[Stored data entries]
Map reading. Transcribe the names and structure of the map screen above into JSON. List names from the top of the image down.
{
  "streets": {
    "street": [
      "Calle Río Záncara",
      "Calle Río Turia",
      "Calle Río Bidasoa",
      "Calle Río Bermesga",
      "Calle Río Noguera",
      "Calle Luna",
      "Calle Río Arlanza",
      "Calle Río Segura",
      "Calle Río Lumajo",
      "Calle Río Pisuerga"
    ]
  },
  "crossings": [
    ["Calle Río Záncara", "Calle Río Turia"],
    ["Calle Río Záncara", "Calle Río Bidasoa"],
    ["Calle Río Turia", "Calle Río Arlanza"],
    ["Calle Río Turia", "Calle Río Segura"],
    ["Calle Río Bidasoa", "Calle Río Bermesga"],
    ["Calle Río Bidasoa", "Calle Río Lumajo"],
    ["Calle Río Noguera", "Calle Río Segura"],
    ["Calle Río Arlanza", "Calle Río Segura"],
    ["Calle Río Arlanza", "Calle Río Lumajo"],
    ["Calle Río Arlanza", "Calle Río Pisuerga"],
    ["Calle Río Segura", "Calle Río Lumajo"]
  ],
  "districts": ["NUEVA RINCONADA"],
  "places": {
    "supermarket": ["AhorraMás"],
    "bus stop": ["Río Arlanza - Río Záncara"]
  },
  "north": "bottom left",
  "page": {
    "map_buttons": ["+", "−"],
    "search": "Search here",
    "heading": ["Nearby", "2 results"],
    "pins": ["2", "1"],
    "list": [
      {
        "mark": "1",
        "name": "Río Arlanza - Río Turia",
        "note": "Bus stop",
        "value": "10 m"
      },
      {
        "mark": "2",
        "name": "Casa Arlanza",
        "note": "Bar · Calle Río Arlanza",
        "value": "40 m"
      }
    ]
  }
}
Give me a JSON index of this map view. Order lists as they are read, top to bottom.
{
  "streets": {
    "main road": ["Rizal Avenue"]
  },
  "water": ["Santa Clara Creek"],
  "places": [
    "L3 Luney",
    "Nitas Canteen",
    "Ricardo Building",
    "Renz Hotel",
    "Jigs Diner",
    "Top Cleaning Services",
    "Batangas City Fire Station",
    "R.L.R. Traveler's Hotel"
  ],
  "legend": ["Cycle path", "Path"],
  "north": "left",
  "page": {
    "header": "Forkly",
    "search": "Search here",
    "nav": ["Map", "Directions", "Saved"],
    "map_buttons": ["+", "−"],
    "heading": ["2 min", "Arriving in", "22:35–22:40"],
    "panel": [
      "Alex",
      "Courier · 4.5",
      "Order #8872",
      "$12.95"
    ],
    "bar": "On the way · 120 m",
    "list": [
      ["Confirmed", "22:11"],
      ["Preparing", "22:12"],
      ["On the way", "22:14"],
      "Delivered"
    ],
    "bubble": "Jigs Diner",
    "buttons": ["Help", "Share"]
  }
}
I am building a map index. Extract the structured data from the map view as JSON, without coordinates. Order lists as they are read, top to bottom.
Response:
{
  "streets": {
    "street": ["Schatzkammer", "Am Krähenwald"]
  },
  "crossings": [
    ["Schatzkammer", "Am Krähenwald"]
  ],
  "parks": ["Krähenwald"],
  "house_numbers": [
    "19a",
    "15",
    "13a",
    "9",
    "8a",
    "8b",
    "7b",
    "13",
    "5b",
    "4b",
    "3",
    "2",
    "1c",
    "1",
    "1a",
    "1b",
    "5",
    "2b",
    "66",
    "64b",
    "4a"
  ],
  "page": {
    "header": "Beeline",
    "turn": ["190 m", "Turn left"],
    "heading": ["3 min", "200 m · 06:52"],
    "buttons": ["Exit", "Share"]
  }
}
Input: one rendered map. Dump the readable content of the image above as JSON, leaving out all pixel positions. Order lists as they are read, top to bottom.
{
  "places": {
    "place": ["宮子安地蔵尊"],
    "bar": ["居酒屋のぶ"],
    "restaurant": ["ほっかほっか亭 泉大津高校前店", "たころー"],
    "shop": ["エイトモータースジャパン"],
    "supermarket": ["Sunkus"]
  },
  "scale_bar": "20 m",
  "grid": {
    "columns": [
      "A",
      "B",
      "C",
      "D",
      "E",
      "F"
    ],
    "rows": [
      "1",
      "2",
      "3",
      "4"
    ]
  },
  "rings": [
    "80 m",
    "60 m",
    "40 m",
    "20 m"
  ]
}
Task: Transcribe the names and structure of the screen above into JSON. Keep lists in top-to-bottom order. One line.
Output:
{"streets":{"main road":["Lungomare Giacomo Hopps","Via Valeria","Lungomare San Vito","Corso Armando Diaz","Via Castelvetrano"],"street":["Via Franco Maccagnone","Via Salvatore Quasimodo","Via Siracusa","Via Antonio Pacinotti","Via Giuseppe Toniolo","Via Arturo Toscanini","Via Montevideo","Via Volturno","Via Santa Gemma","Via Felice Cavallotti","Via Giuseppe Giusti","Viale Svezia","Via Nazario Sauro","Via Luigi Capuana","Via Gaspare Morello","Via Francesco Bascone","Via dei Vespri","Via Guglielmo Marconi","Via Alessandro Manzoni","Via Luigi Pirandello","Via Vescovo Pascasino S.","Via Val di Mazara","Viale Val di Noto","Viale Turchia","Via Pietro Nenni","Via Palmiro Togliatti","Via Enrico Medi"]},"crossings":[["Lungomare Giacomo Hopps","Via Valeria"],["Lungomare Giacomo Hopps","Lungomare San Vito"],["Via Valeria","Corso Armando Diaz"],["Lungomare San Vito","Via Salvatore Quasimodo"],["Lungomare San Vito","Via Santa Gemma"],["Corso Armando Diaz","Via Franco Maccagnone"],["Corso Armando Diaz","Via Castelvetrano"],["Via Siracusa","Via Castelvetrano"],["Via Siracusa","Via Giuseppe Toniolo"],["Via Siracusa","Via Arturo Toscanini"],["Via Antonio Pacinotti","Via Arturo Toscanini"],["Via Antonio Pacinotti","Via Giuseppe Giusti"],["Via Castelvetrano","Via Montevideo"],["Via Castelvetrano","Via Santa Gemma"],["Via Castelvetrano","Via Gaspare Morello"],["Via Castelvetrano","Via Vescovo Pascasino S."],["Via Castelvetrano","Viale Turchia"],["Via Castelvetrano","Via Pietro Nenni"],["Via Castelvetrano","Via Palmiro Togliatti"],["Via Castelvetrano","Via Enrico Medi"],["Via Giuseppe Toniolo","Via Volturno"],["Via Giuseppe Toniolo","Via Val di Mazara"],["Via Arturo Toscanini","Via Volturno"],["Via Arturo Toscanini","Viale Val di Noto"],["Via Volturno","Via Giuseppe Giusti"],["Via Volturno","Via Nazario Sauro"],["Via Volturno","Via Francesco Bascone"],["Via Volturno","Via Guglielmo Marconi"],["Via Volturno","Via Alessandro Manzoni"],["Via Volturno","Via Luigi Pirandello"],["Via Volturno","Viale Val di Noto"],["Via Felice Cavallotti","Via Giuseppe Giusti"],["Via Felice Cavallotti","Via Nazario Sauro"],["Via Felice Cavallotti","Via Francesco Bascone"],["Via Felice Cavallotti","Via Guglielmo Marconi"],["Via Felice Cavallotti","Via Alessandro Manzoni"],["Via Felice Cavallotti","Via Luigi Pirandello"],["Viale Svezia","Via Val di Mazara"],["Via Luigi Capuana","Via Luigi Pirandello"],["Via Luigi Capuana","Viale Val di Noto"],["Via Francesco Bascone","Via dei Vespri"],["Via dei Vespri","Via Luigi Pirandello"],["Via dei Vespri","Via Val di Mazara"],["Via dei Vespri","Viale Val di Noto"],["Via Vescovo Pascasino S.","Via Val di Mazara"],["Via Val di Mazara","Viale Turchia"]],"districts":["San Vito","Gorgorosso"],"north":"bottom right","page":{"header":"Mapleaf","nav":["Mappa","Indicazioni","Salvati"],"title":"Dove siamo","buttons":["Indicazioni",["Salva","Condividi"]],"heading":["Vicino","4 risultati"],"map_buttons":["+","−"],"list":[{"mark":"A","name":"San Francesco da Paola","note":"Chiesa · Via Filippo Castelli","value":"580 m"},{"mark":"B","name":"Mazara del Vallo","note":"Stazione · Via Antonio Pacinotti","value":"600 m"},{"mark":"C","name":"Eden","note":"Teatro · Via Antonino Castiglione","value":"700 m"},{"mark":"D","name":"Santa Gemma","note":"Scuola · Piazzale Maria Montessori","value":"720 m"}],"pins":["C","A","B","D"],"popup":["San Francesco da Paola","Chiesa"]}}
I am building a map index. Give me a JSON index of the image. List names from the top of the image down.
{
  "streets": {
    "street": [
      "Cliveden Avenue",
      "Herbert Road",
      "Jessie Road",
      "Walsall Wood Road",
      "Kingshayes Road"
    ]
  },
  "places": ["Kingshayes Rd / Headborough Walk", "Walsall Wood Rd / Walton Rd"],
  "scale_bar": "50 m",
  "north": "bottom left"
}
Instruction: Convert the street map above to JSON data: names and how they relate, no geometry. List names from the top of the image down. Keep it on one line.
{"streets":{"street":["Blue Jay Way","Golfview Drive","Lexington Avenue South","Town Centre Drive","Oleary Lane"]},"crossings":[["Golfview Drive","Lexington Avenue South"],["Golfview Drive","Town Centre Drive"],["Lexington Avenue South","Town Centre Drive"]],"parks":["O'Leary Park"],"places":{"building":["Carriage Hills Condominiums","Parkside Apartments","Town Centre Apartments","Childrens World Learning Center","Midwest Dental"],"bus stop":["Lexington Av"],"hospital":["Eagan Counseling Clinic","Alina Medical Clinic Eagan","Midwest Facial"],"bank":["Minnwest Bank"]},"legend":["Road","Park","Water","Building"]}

### HOW TO COMPLETE THIS TASK
Return each line in the records that holds the string "Avenue".

### RESPONSE BOX
    "main road": ["Rizal Avenue"]
      "Cliveden Avenue",
{"streets":{"street":["Blue Jay Way","Golfview Drive","Lexington Avenue South","Town Centre Drive","Oleary Lane"]},"crossings":[["Golfview Drive","Lexington Avenue South"],["Golfview Drive","Town Centre Drive"],["Lexington Avenue South","Town Centre Drive"]],"parks":["O'Leary Park"],"places":{"building":["Carriage Hills Condominiums","Parkside Apartments","Town Centre Apartments","Childrens World Learning Center","Midwest Dental"],"bus stop":["Lexington Av"],"hospital":["Eagan Counseling Clinic","Alina Medical Clinic Eagan","Midwest Facial"],"bank":["Minnwest Bank"]},"legend":["Road","Park","Water","Building"]}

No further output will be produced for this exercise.